Since then, Valentine's team has been piecing together how the toxic waste dump came to be there. They have come to suspect it was a second dump site of Montrose Chemical Corp. A legal battle years ago found the Torrance company dumped millions of pounds of DDT into county sewers from the 40s until the 70s and devastated a 34-square-mile area off the Palos Verdes Coast that was later designated a Superfund cleanup site.
Valentine had published his new findings last year, stunning residents and state leaders. But the news may help biologists understand the high levels of DDT in California's sea lions and their startling rate of cancer, which they say is rare in wild animals.
"About 25% of adults, subadults, have cancer and that is an extremely alarming number," Marine Mammal Center veterinarian Dr. Cara Field said. "Given the very severely high rate and how abnormal it is, it is really important that we understand what is driving this disease in these animals."

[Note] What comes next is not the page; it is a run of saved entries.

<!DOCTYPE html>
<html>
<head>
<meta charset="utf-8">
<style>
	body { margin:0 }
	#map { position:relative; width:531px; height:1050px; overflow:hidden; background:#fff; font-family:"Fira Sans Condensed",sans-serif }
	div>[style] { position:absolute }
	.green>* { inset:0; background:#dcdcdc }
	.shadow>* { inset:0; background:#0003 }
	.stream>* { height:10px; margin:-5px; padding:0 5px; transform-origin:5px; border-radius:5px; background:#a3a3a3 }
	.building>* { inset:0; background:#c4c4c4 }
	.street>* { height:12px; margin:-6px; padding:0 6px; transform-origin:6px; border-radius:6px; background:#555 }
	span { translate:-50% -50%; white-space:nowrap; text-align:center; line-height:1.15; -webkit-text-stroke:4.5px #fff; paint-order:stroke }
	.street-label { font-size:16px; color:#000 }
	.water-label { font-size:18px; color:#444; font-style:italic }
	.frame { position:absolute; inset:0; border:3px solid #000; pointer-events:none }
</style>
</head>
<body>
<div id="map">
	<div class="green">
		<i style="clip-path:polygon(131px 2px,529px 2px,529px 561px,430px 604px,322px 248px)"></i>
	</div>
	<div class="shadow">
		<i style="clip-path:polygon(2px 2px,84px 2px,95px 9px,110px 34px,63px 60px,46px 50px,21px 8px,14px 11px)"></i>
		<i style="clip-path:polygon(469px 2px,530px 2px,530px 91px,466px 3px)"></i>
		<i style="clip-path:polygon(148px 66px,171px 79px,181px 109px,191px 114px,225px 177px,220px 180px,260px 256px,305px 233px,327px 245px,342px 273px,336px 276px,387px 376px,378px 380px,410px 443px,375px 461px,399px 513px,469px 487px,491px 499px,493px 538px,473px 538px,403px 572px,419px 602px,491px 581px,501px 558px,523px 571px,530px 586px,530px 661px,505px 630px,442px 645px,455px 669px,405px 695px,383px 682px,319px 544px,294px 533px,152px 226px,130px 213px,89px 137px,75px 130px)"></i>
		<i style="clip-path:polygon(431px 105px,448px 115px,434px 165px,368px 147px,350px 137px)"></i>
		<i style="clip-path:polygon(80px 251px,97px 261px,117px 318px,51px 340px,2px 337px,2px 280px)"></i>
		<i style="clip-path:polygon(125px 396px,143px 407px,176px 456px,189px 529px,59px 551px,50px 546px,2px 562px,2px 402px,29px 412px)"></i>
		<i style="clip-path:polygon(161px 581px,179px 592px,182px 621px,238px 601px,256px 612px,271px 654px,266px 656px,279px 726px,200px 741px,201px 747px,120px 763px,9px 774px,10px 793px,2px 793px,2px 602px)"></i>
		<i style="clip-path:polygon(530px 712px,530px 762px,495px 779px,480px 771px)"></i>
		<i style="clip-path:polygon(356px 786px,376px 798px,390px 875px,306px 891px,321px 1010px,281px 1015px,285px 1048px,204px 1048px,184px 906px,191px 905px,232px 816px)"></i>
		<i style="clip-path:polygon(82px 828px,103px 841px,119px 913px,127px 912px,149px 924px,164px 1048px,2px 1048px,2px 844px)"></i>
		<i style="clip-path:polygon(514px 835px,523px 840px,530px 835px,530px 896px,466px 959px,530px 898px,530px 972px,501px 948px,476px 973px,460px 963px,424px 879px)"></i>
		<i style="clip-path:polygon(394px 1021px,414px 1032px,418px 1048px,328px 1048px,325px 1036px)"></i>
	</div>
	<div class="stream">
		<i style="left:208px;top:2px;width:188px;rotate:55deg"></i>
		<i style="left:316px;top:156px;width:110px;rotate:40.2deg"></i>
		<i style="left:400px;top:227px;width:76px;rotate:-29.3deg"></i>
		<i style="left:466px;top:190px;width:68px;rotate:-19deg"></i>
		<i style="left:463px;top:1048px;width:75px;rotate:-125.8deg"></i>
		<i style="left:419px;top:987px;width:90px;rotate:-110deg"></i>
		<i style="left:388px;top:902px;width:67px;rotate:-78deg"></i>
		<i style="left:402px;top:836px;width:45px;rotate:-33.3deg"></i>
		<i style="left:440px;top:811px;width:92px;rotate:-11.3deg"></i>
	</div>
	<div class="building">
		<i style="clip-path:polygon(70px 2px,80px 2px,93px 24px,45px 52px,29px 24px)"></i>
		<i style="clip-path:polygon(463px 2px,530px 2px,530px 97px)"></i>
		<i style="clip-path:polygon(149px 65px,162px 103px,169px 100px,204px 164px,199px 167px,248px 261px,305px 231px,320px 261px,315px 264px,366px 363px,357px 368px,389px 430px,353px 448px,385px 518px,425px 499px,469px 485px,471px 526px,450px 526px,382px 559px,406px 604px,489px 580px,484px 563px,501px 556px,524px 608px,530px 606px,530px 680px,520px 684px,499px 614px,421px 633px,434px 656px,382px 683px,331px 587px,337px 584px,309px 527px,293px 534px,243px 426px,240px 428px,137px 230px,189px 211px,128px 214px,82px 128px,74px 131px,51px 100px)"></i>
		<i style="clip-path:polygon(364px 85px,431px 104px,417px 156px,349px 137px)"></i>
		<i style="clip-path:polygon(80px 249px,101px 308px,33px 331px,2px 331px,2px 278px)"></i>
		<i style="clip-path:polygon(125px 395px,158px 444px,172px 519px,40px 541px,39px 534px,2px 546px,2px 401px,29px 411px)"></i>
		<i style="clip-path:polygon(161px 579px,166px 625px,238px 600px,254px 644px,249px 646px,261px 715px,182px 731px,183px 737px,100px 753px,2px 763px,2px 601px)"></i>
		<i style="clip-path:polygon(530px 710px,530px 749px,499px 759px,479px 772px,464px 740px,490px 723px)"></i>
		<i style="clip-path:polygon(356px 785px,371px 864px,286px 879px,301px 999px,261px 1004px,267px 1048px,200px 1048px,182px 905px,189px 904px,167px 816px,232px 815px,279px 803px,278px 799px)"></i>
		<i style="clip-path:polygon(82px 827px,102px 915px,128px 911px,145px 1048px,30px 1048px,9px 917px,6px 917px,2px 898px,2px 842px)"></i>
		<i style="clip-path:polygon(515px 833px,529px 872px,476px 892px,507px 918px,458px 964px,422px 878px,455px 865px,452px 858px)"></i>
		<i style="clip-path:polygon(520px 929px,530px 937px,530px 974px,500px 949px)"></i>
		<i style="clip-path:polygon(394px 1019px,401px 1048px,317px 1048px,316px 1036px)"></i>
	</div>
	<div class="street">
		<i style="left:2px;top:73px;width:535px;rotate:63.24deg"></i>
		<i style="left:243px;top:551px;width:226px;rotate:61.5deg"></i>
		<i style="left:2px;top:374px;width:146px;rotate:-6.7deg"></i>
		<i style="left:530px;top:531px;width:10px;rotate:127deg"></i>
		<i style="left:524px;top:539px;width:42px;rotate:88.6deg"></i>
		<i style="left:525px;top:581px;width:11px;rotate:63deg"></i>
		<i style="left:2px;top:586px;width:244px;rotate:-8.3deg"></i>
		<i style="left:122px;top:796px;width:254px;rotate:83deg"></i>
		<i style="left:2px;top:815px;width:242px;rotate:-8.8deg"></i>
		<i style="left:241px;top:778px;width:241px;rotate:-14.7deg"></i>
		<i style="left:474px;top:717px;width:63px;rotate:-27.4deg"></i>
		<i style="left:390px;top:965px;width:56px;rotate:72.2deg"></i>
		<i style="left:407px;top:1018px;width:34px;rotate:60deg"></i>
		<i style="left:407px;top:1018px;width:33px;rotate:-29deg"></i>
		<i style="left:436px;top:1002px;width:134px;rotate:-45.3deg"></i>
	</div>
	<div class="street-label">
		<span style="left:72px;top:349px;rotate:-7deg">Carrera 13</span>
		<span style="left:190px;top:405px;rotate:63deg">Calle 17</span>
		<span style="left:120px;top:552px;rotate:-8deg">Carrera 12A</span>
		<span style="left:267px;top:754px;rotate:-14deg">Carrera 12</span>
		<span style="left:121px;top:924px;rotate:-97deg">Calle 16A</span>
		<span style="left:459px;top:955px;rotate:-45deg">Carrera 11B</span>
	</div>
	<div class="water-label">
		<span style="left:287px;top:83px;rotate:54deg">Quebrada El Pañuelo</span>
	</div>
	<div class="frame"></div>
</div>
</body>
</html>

Humans cannot get DDT contamination from swimming or surfing, scientists say. But the primary concern over the underwater dumping site is how the barrels are affecting animals and the ecosystem and how to manage it or clean it up.
The Scripps Institution of Oceanography last month began surveying 35,000 acres of ocean floor, including Valentine's site. The count continues, but researchers have described the findings so far as "overwhelming."
"I think it's yet another reminder of how we need to interact with nature in order to have nature," he said.